Mr. LaLota argued that letting that tax provision expire, which is not widely popular with Republican leadership, would breathe “$300 billion of new life into the effort” and could help pay for an increase in the SALT cap beyond the proposal currently baked into the Ways and Means’ portion of the bill without carving deeper into Medicaid and food-assistance benefits.
But the bill is currently snarled by hardline members of the House Budget Committee, who on Friday tanked the measure from advancing out of committee in search of hard commitments to reaching the GOP’s goal of at least $1.5 trillion in spending cuts.
Reps. Chip Roy of Texas, Ralph Norman of South Carolina, Andrew Clyde of Georgia and Josh Brecheen of Oklahoma — members of the House Freedom Caucus — contend that the bill in its current form is front-loaded with spending that adds to the deficit, and cost-saving measures are deployed only until after Mr. Trump’s presidency is over.
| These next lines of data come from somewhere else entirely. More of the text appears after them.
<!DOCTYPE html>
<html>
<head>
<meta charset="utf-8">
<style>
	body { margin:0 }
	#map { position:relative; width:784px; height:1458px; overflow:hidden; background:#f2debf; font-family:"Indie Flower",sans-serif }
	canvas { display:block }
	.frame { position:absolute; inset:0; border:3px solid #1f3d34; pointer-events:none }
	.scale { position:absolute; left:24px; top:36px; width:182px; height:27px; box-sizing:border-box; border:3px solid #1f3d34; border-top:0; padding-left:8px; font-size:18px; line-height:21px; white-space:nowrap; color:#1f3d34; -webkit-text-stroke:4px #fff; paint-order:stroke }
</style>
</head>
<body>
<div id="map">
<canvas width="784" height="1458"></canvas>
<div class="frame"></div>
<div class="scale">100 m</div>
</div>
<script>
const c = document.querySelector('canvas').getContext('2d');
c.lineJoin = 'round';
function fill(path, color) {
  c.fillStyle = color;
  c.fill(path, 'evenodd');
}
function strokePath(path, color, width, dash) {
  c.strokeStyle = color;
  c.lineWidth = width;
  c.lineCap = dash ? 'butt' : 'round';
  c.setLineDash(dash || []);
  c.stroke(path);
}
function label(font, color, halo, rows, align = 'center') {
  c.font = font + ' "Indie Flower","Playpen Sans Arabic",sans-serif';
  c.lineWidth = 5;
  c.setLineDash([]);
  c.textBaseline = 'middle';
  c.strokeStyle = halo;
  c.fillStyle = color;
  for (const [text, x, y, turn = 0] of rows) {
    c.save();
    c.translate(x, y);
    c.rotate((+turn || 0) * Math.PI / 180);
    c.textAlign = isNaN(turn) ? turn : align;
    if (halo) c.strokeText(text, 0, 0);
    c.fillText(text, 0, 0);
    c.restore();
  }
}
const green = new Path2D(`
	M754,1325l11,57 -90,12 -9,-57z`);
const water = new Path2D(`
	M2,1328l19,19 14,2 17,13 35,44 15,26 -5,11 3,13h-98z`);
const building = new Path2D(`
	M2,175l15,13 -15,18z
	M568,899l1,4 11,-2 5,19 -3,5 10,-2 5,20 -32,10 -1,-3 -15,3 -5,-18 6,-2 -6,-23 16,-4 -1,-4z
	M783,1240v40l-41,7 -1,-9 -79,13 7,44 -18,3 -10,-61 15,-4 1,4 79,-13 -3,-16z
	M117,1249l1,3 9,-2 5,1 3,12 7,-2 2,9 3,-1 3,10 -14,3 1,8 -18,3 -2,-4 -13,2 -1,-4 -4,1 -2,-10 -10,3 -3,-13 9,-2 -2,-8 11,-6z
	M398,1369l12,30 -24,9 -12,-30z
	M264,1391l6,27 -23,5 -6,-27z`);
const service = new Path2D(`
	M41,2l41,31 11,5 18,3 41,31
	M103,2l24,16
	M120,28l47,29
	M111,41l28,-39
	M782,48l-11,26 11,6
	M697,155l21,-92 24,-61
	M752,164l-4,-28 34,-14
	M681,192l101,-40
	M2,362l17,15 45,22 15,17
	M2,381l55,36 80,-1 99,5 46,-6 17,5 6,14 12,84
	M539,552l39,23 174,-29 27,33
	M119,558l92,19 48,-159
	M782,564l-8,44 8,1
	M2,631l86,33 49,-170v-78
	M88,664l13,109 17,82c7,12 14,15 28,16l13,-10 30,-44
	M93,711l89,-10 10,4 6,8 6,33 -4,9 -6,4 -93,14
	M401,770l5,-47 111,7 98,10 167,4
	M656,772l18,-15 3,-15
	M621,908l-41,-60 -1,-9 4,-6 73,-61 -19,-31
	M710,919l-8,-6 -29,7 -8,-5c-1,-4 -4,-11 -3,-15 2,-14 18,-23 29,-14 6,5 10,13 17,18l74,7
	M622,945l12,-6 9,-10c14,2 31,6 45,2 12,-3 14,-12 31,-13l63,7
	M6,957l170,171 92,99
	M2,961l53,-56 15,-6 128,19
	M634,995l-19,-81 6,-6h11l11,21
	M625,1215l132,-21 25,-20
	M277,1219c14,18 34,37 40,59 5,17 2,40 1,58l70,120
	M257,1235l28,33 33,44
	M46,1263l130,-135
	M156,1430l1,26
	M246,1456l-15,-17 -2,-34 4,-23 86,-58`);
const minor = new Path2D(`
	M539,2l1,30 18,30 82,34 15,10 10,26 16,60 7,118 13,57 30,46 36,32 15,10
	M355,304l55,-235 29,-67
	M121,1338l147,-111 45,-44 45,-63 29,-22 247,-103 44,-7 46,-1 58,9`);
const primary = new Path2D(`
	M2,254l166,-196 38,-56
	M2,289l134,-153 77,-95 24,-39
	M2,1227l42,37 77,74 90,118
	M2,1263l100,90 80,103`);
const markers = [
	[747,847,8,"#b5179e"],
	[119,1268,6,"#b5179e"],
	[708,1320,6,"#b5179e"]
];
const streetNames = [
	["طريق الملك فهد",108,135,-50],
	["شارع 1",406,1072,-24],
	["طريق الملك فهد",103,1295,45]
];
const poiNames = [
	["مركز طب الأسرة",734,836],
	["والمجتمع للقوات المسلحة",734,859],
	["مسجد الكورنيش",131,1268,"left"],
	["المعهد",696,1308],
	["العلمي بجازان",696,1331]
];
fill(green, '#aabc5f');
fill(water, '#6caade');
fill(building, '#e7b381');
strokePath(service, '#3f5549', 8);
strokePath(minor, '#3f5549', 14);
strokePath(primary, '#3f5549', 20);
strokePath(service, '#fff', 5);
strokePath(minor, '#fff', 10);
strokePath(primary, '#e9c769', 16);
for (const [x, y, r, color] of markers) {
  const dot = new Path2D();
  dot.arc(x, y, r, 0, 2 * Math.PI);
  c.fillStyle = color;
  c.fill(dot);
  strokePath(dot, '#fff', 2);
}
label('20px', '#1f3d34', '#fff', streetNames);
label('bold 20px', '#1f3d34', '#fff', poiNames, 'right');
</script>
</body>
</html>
They want to see the enactment date of Medicaid work requirements catapulted for the proposed 2029 start date and the phasing out of green subsidies from the Inflation Reduction Act, which are slated to continue until 2032.
Mr. Roy and others were set to work over the weekend and meet with White House officials to find a path on how to tweak the bill.
The lawmaker said during an appearance on Steve Bannon’s “War Room” show that while there has been a lot of progress made on the broader bill, the main focus is correcting the spending cut side of the measure.
Mr. Roy and others on the Budget Committee are slated to meet again Sunday night to once more try and advance the package to an eventual vote on the House floor.
“We all want tax relief, particularly for hardworking Americans and small businesses, but I’m not going to get put over the barrel because everybody’s freaking out that we got to deal with the taxes,” Mr. Roy said. “Especially at the top end of the bracket and so forth if we’re not doing what we need to do on the spending side.”